What to do: What lines below contain the word "Μερκούρη"? Please pull each one out.

Data in this exercise:
○ ○ ○ ○ ○
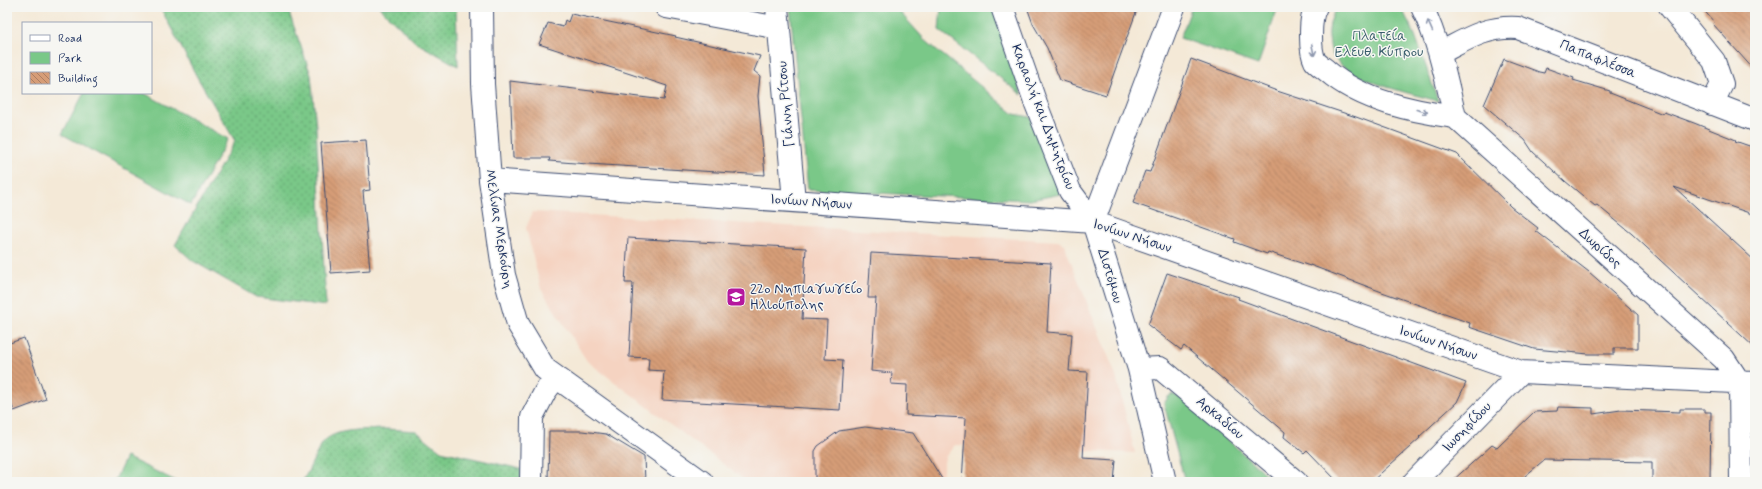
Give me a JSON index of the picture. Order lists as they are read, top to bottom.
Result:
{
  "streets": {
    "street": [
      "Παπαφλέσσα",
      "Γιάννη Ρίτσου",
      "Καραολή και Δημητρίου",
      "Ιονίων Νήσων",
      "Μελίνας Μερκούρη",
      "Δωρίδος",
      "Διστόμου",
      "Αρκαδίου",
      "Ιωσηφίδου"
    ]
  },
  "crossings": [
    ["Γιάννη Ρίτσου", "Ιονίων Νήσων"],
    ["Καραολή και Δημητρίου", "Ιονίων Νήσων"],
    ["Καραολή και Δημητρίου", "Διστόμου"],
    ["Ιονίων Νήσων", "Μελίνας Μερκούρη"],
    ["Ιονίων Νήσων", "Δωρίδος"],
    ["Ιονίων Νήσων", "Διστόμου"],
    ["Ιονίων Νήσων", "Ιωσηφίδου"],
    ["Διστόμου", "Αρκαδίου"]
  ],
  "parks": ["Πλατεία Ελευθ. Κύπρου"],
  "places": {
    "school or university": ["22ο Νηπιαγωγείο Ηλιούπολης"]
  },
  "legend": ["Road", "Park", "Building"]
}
○ ○ ○ ○ ○
Result for this task:
      "Μελίνας Μερκούρη",
    ["Ιονίων Νήσων", "Μελίνας Μερκούρη"],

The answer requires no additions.